Evolution of Cytochrome c Oxidase in Hypoxia Tolerant Sculpins (Cottidae, Actinopterygii).

Vertebrate hypoxia tolerance can emerge from modifications to the oxygen (O2) transport cascade, but whether there is adaptive variation to O2 binding at the terminus of this cascade, mitochondrial cytochrome c oxidase (COX), is not known. In order to address the hypothesis that hypoxia tolerance is associated with enhanced O2 binding by mitochondria we undertook a comparative analysis of COX O2 kinetics across species of intertidal sculpins (Cottidae, Actinopterygii) that vary in hypoxia tolerance. Our analysis revealed a significant relationship between hypoxia tolerance (critical O2 tension of O2 consumption rate; Pcrit), mitochondrial O2 binding affinity (O2 tension at which mitochondrial respiration was half maximal; P50), and COX O2-binding affinity (apparent Michaelis-Menten constant for O2 binding to COX; Km,app O2). The more hypoxia tolerant species had both a lower mitochondrial P50 and lower COX Km,app O2, facilitating the maintenance of mitochondrial function to a lower O2 tension than in hypoxia intolerant species.

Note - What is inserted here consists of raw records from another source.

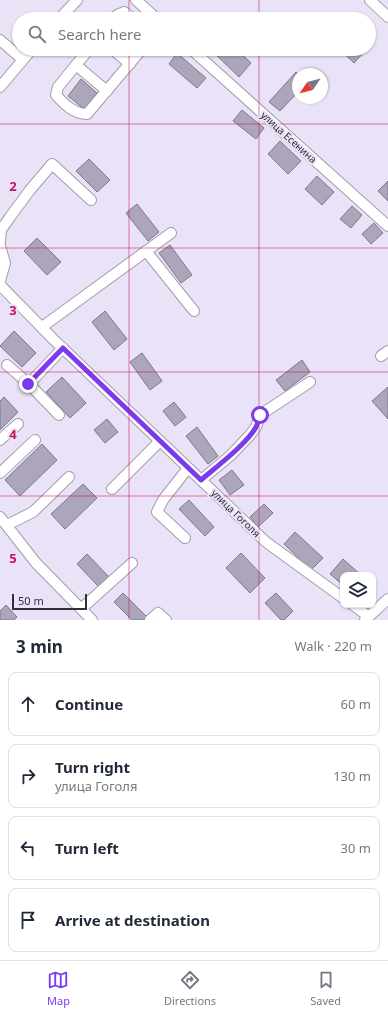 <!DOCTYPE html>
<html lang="en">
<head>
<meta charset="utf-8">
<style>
  body { margin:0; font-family:"Noto Sans",sans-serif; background:#f6f6f7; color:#1f2937 }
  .controls { position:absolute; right:12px; bottom:12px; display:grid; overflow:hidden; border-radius:8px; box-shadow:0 1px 3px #0004 }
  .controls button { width:36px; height:36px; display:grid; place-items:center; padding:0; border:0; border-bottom:1px solid #e0e1e3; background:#fff; color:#1f2937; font:20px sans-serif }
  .compass { position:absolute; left:292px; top:68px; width:36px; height:36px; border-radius:50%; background:#fff; box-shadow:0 1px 3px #0004; rotate:235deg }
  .scale { position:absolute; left:12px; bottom:10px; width:75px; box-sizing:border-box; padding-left:4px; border:2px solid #312e36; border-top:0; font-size:11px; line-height:14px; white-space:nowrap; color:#312e36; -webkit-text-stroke:3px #eae3f8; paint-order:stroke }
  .stop { position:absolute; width:12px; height:12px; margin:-9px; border:3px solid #7c3aed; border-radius:50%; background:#fff }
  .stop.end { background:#7c3aed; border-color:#fff; box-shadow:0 1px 4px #0008 }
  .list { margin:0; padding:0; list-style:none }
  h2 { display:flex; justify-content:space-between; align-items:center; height:52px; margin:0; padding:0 16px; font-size:17px }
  h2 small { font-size:13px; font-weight:400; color:#747a83 }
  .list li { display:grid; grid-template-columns:26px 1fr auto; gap:12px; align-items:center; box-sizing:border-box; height:64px; margin:0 8px 8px; padding:0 8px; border:1px solid #e0e1e3; border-radius:8px }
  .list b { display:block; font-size:15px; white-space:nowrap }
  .list p { margin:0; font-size:13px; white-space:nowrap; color:#747a83 }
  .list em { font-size:13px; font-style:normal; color:#747a83 }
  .icon { flex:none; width:22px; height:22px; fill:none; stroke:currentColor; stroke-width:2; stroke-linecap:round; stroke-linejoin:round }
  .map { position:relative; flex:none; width:388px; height:620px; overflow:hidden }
  .search { position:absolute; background:#fff; box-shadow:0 1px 3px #0004; left:12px; right:12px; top:12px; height:44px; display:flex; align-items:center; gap:10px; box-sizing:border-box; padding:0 14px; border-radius:22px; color:#747a83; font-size:15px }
  .sheet { height:340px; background:#fff }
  nav { display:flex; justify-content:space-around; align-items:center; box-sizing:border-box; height:56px; border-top:1px solid #e0e1e3; background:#fff; font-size:11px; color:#747a83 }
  nav a { display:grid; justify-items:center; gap:2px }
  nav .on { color:#7c3aed }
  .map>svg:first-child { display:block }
  .building { fill:#ada6ba; stroke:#7e788a }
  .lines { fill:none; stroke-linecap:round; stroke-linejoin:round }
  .minor-casing { stroke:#a39cb0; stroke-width:12 }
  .minor { stroke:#fff; stroke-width:10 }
  .route { stroke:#7c3aed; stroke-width:5 }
  .grid { fill:none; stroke:#c2185b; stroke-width:1; stroke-opacity:0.55 }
  .labels { text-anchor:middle; stroke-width:4; stroke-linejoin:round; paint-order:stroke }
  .street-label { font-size:10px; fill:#312e36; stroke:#eae3f8 }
  .grid-label { font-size:13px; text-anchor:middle; font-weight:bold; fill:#c2185b; stroke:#eae3f8; stroke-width:4; stroke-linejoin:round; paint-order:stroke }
</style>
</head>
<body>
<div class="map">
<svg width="388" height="620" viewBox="0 0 388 620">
  <rect width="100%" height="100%" fill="#eae3f8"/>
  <g class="building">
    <path d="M210,49H236L251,63L239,77Z"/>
    <path d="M339,49H365L366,50L354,63Z"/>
    <path d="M177,53L206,78L197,88L169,64Z"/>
    <path d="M296,72L298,74V92L280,111L269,102Z"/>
    <path d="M81,79L97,93L84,109L68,96Z"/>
    <path d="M242,110L264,128L256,139L233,121Z"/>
    <path d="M280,141L301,161L288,174L268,154Z"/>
    <path d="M89,159L110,180L97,192L76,171Z"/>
    <path d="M317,176L334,192L322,205L305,189Z"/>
    <path d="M388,181V201L378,191Z"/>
    <path d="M137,204L159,232L148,241L126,213Z"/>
    <path d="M352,206L362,215L351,228L340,219Z"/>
    <path d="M374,223L383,233L371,244L362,234Z"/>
    <path d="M37,238L61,262L47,275L24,251Z"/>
    <path d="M170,245L192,275L181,283L159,253Z"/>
    <path d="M105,311L127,339L114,350L92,322Z"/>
    <path d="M14,331L36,353L22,367L0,346Z"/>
    <path d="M142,353L162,381L150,390L130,362Z"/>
    <path d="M302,360L310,372L285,391L276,380Z"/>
    <path d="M62,377L86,403L70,418L46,392Z"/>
    <path d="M388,387V419L372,401Z"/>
    <path d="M4,397L18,412L0,430V401Z"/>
    <path d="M174,402L186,417L175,426L163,411Z"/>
    <path d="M107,419L118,432L105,443L94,430Z"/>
    <path d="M197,427L218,456L208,464L186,436Z"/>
    <path d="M42,444L57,460L20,496L5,480Z"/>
    <path d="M232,470L244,485L230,495L219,480Z"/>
    <path d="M83,484L97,498L65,529L51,514Z"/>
    <path d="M189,500L214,527L205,536L179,509Z"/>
    <path d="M264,504L273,513L258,527L250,517Z"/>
    <path d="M295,532L323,558L311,570L284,544Z"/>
    <path d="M241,553L265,578L250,593L226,568Z"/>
    <path d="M87,554L109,577L99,587L77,564Z"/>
    <path d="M343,559L361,575H343V585L330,574Z"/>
    <path d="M123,593L147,617L144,620H132L114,602Z"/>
    <path d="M276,593L293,611L284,620H281L265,603Z"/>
    <path d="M6,605L17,617L14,620H0V611Z"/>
  </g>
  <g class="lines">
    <g class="minor-casing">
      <g id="minor">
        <path d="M136,0L157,19"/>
        <path d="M370,0L388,17"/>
        <path d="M59,19L77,0"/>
        <path d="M113,19L117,15L124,12L133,19"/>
        <path d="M0,40L22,59"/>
        <path d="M89,49L58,87L56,95C64,104 74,114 87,114L142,49"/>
        <path d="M112,49L130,64"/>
        <path d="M191,49L388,226"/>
        <path d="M76,65L107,91"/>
        <path d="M0,87L32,49"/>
        <path d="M0,241L1,230L10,217L30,190L52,164L91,200"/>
        <path d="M0,246L5,263L0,281"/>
        <path d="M146,251L194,311"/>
        <path d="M0,285L54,340L266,542L343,598"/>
        <path d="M42,327L171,233"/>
        <path d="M381,356L388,351"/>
        <path d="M7,365L29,384L63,348"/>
        <path d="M29,384L59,415"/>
        <path d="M0,440L18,424"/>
        <path d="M0,473L35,440"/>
        <path d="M201,480L230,456L250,435L256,427L260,415L310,382"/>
        <path d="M112,489L160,441"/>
        <path d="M0,517L36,563L92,620"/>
        <path d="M7,525L33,512L69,477"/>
        <path d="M185,538L157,512L163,500L188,468"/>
        <path d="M353,605L368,616"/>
        <path d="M81,609L132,563"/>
        <path d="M150,620L158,613L166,620"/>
        <path d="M365,620L388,599"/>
      </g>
    </g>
    <use href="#minor" class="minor"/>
  </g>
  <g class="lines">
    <path class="route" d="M28,384L63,348L201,480C216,467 247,444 256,427C258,423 259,419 260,415"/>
  </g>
  <path class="grid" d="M129,0V19M259,0V19M129,49V620M259,49V620M0,124H388M0,248H388M0,372H388M0,496H388"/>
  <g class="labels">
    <g class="street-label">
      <text transform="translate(289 137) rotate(42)" y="4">улица Есенина</text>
      <text transform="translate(236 513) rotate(44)" y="4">улица Гоголя</text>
    </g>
  </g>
  <g class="grid-label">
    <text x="13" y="191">2</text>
    <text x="13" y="315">3</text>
    <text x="13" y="439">4</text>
    <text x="13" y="563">5</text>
  </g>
</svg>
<div class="controls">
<button><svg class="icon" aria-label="layers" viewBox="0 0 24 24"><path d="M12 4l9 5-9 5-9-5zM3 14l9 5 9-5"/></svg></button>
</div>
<svg class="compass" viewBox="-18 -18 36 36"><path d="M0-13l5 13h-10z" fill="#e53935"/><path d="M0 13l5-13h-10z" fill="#747a83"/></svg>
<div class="scale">50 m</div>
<div class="stop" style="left:260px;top:415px"></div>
<div class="stop end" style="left:28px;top:384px"></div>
<div class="search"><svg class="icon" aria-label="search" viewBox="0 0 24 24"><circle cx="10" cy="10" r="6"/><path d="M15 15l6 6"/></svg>Search here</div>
</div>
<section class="sheet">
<h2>3 min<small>Walk · 220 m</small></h2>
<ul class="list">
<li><svg class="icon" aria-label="ahead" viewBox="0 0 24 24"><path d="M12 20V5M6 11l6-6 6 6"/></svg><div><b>Continue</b></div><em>60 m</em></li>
<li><svg class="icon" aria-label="right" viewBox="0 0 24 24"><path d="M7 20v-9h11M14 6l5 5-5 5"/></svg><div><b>Turn right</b><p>улица Гоголя</p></div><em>130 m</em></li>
<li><svg class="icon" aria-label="left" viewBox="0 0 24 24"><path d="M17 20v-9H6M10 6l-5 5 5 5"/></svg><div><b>Turn left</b></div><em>30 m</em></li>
<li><svg class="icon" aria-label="arrive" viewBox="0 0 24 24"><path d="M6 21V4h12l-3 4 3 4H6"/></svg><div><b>Arrive at destination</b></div></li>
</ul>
</section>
<nav>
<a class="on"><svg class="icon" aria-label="map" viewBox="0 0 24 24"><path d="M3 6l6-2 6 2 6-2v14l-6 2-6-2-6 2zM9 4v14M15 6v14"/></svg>Map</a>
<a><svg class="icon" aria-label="directions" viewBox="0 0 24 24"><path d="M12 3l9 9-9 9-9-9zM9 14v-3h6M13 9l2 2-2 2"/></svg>Directions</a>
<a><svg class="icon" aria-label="saved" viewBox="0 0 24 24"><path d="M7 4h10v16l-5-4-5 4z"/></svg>Saved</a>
</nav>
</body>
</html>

Additionally, hypoxia tolerant species had a lower overall COX Vmax but higher mitochondrial COX respiration rate when expressed relative to maximal electron transport system respiration rate. In silico analyses of the COX3 subunit postulated as the entry point for O2 into the COX protein catalytic core, points to variation in COX3 protein stability (estimated as free energy of unfolding) contributing to the variation in COX Km,app O2. We propose that interactions between COX3 and cardiolipin at four amino acid positions along the same alpha-helix forming the COX3 v-cleft represent likely determinants of interspecific differences in COX Km,app O2.